What is being asked: An exact restatement of the data below, with the pictures removed, is the required answer.

Collected data
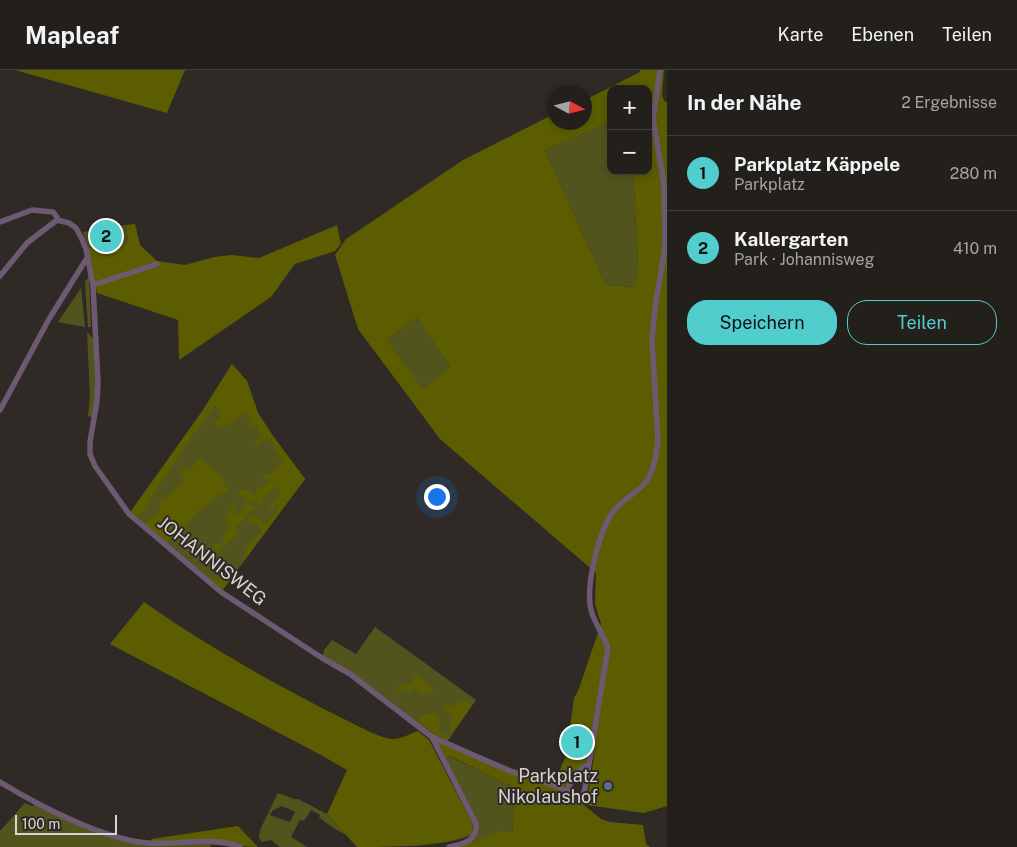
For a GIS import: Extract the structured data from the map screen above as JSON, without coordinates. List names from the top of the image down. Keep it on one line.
{"streets":{"street":["JOHANNISWEG"]},"places":["Parkplatz Nikolaushof"],"scale_bar":"100 m","north":"right","page":{"header":"Mapleaf","nav":["Karte","Ebenen","Teilen"],"heading":["In der Nähe","2 Ergebnisse"],"map_buttons":["+","−"],"list":[{"mark":"1","name":"Parkplatz Käppele","note":"Parkplatz","value":"280 m"},{"mark":"2","name":"Kallergarten","note":"Park · Johannisweg","value":"410 m"}],"pins":["2","1"],"buttons":["Speichern","Teilen"],"scale":"100 m"}}
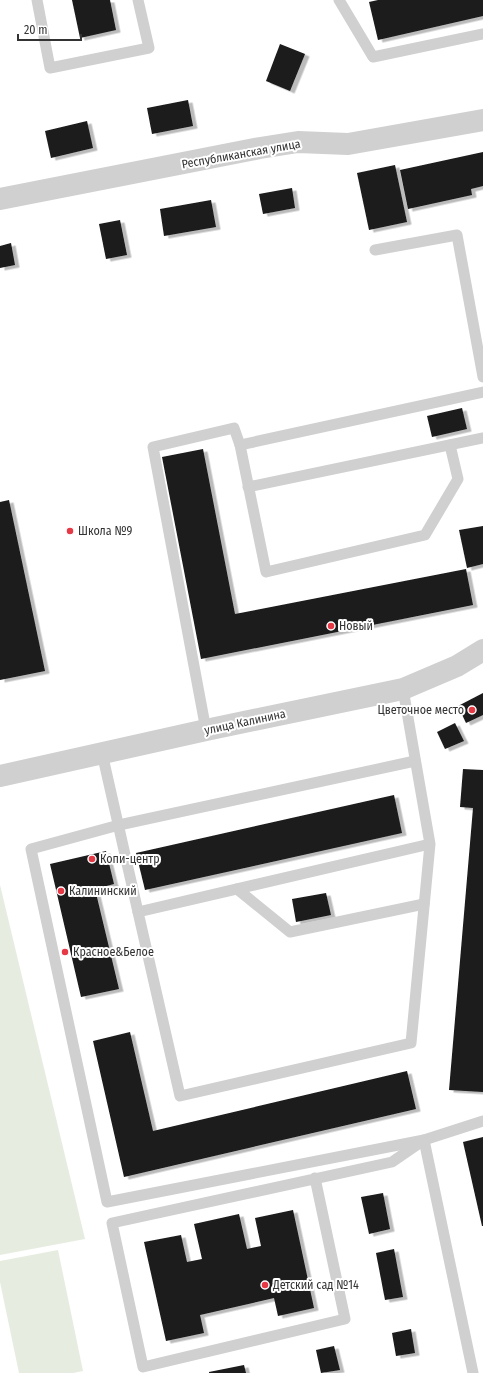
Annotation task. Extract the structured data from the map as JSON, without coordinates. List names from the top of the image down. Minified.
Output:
{"streets":{"street":["Республиканская улица","улица Калинина"]},"places":["Школа №9","Новый","Цветочное место","Копи-центр","Калининский","Красное&Белое","Детский сад №14"],"scale_bar":"20 m"}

Answer to this problem:
For a GIS import: Extract the structured data from the map screen above as JSON, without coordinates. List names from the top of the image down. Keep it on one line.
{"streets":{"street":["JOHANNISWEG"]},"places":["Parkplatz Nikolaushof"],"scale_bar":"100 m","north":"right","page":{"header":"Mapleaf","nav":["Karte","Ebenen","Teilen"],"heading":["In der Nähe","2 Ergebnisse"],"map_buttons":["+","−"],"list":[{"mark":"1","name":"Parkplatz Käppele","note":"Parkplatz","value":"280 m"},{"mark":"2","name":"Kallergarten","note":"Park · Johannisweg","value":"410 m"}],"pins":["2","1"],"buttons":["Speichern","Teilen"],"scale":"100 m"}}
Annotation task. Extract the structured data from the map as JSON, without coordinates. List names from the top of the image down. Minified.
Output:
{"streets":{"street":["Республиканская улица","улица Калинина"]},"places":["Школа №9","Новый","Цветочное место","Копи-центр","Калининский","Красное&Белое","Детский сад №14"],"scale_bar":"20 m"}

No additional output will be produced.